= Beginning of Section =

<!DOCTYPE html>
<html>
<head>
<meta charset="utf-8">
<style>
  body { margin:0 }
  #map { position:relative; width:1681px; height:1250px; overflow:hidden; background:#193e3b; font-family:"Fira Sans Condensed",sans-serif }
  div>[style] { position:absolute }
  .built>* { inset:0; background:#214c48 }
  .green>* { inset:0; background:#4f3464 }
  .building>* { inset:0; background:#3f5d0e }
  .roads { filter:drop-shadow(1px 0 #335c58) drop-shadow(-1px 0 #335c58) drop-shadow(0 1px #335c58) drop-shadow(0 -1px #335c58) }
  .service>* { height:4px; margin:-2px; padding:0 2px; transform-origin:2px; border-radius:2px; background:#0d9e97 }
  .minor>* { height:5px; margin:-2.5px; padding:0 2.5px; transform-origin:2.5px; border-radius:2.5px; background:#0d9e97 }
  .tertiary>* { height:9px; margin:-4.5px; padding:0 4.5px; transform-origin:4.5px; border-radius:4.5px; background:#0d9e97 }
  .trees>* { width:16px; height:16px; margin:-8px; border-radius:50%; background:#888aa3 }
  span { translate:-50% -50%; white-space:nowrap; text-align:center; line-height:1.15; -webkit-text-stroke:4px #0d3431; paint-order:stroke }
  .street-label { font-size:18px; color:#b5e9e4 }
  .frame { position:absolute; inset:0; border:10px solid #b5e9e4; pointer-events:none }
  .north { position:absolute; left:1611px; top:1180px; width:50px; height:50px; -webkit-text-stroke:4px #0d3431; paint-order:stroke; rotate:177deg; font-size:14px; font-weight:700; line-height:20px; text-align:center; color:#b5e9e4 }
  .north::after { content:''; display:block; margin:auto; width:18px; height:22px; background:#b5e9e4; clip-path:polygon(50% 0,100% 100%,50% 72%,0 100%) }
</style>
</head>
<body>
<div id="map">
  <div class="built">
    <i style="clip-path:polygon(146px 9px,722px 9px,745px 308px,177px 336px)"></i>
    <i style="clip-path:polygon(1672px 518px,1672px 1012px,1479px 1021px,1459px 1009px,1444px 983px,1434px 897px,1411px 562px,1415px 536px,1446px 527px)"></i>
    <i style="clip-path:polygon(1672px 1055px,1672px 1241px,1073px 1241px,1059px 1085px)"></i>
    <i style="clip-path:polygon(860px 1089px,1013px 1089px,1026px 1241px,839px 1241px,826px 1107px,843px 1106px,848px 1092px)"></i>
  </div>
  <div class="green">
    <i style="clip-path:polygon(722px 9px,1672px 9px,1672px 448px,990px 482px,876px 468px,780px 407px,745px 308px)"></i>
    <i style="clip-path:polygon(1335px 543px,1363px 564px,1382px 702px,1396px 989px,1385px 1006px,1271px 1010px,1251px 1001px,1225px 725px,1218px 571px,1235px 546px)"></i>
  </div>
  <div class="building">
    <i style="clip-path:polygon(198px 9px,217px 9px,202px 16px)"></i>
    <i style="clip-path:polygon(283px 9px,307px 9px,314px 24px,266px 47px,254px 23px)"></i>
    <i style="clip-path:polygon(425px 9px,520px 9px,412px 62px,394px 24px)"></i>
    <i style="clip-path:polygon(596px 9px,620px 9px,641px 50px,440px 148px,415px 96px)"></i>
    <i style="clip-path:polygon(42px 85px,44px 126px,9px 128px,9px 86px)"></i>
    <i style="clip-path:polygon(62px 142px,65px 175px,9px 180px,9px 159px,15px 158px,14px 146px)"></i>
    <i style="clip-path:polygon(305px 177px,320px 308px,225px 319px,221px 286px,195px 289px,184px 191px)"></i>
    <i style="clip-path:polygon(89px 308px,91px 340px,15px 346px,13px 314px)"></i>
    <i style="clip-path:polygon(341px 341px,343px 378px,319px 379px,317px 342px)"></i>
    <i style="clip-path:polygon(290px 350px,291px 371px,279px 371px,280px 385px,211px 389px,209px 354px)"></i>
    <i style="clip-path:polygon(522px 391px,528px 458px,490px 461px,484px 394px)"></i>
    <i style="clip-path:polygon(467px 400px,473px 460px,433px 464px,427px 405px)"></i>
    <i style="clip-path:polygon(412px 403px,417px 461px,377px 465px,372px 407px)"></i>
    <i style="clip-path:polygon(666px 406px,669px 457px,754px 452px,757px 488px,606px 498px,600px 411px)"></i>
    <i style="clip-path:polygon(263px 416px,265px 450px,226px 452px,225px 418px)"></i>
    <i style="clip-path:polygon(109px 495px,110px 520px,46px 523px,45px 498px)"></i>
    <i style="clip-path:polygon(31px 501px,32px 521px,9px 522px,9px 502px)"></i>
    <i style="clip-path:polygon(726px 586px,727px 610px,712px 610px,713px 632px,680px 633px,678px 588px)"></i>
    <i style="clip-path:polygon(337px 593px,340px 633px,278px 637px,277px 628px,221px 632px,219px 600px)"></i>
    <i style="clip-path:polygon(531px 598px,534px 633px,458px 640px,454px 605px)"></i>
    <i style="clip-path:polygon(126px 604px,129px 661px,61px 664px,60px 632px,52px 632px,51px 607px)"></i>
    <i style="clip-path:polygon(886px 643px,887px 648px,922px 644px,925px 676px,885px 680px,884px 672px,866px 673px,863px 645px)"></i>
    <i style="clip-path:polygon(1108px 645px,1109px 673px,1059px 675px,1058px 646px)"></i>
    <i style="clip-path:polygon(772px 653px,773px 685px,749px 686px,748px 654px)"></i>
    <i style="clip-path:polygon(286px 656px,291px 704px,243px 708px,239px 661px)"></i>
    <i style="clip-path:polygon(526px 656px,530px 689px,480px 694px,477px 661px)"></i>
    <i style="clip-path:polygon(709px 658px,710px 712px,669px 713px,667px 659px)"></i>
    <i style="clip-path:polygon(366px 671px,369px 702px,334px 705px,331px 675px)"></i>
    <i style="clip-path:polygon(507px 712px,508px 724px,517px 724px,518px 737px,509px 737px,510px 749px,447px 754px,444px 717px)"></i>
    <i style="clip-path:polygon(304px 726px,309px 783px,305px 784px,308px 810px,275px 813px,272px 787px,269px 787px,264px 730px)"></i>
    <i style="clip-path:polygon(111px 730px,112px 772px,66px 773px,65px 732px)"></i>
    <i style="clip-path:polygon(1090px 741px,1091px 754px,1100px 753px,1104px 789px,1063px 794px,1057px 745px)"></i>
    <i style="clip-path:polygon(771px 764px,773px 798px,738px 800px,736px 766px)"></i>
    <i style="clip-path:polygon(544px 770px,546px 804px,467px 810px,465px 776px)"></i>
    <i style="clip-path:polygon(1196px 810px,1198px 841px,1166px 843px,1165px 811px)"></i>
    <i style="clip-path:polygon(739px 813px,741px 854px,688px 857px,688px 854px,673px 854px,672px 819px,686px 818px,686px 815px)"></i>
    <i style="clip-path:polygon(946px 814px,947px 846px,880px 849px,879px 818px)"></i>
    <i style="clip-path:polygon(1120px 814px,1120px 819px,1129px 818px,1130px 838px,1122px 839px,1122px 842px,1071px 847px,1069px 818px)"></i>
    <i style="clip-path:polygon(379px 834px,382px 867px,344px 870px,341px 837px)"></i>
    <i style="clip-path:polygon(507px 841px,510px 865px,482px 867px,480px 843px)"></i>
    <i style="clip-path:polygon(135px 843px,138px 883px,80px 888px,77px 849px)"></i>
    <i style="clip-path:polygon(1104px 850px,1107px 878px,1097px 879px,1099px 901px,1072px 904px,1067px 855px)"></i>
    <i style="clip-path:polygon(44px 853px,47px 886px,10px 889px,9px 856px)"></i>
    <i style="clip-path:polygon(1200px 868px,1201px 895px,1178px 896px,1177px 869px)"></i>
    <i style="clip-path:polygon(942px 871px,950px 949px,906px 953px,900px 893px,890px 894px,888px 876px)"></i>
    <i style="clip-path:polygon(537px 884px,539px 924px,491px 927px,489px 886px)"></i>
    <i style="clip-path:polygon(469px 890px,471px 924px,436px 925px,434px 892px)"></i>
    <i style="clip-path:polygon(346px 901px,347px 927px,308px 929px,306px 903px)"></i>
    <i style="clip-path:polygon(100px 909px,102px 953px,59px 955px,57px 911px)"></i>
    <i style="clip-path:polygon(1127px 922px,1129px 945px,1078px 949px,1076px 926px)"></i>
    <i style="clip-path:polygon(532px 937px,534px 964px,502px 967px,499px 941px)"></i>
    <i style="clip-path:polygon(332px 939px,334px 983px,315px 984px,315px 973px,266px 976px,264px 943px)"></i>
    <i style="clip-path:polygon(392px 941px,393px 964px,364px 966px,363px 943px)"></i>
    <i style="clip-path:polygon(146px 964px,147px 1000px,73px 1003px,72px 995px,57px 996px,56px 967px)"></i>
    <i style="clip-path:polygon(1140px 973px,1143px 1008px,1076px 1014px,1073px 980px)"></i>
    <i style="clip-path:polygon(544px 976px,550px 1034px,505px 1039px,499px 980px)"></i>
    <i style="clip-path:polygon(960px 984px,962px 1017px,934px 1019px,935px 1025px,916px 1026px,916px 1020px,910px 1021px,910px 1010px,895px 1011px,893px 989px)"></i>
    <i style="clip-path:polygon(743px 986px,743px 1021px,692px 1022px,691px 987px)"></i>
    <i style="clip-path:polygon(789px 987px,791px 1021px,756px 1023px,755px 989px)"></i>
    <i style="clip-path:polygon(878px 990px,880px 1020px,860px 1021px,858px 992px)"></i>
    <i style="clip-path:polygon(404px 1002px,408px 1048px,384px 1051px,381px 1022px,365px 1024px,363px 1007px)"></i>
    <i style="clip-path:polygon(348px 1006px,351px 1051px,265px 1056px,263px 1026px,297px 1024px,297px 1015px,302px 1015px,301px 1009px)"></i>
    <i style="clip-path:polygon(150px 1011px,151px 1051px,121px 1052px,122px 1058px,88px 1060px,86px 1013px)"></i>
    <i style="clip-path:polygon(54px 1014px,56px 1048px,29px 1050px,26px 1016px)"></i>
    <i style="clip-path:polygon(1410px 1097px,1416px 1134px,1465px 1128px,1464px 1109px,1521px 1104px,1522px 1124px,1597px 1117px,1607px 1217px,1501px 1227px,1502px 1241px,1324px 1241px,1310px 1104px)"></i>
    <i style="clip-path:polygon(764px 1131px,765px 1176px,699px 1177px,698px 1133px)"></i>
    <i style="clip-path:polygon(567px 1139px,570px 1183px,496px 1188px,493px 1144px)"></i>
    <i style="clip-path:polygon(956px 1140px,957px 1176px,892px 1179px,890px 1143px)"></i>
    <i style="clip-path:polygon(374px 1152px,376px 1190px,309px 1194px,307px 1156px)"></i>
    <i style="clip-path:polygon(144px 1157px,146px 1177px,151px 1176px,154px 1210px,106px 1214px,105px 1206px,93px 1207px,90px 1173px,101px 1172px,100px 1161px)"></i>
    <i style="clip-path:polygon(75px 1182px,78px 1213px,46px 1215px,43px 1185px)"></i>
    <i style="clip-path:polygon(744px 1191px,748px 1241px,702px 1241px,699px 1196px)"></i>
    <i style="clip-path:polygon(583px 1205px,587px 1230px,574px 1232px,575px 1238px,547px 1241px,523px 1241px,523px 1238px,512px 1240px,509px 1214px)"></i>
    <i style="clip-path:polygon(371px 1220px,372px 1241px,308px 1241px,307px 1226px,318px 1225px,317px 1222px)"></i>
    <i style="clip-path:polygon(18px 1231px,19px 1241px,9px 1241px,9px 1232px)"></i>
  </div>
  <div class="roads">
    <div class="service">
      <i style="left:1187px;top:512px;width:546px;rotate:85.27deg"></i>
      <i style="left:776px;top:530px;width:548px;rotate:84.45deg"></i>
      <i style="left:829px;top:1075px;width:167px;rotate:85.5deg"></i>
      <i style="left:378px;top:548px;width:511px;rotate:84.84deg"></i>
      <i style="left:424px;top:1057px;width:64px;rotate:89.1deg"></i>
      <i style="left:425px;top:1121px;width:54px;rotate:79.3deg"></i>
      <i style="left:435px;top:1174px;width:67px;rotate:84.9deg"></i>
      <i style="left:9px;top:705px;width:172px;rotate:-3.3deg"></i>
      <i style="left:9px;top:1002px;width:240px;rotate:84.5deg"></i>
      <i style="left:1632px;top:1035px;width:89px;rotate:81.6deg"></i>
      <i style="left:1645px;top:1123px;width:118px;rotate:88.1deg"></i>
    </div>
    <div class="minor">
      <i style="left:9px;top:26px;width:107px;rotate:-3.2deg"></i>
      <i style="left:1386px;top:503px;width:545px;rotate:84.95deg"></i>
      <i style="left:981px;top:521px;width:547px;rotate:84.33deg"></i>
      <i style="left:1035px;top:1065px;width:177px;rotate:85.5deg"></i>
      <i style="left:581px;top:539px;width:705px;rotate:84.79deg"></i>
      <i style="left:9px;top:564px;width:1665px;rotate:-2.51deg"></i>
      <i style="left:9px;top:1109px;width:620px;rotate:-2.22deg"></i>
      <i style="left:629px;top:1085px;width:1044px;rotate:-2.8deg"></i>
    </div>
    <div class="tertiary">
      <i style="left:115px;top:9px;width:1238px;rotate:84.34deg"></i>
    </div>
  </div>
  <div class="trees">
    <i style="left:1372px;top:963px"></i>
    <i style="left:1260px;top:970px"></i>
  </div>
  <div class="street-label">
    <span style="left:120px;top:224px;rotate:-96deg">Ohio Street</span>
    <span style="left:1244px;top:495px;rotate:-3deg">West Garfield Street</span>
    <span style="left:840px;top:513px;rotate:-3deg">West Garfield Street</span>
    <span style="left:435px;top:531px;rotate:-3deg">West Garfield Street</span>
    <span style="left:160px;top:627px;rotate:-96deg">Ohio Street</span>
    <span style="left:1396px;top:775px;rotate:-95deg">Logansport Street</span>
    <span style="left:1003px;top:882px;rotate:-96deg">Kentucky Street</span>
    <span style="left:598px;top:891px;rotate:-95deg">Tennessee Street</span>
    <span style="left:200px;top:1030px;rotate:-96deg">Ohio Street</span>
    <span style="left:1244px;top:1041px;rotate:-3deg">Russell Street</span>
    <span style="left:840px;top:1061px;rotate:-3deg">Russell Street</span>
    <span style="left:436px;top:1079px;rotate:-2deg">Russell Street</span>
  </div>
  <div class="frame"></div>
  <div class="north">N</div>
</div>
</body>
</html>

= End of Section =

## Directions
In the entries above, find the line with "position:relative; width:1681px; height:1250px;" and the line with "height:4px; margin:-2px; padding:0", then set down exactly those two and every line between them, nothing else.

## Task result
  #map { position:relative; width:1681px; height:1250px; overflow:hidden; background:#193e3b; font-family:"Fira Sans Condensed",sans-serif }
  div>[style] { position:absolute }
  .built>* { inset:0; background:#214c48 }
  .green>* { inset:0; background:#4f3464 }
  .building>* { inset:0; background:#3f5d0e }
  .roads { filter:drop-shadow(1px 0 #335c58) drop-shadow(-1px 0 #335c58) drop-shadow(0 1px #335c58) drop-shadow(0 -1px #335c58) }
  .service>* { height:4px; margin:-2px; padding:0 2px; transform-origin:2px; border-radius:2px; background:#0d9e97 }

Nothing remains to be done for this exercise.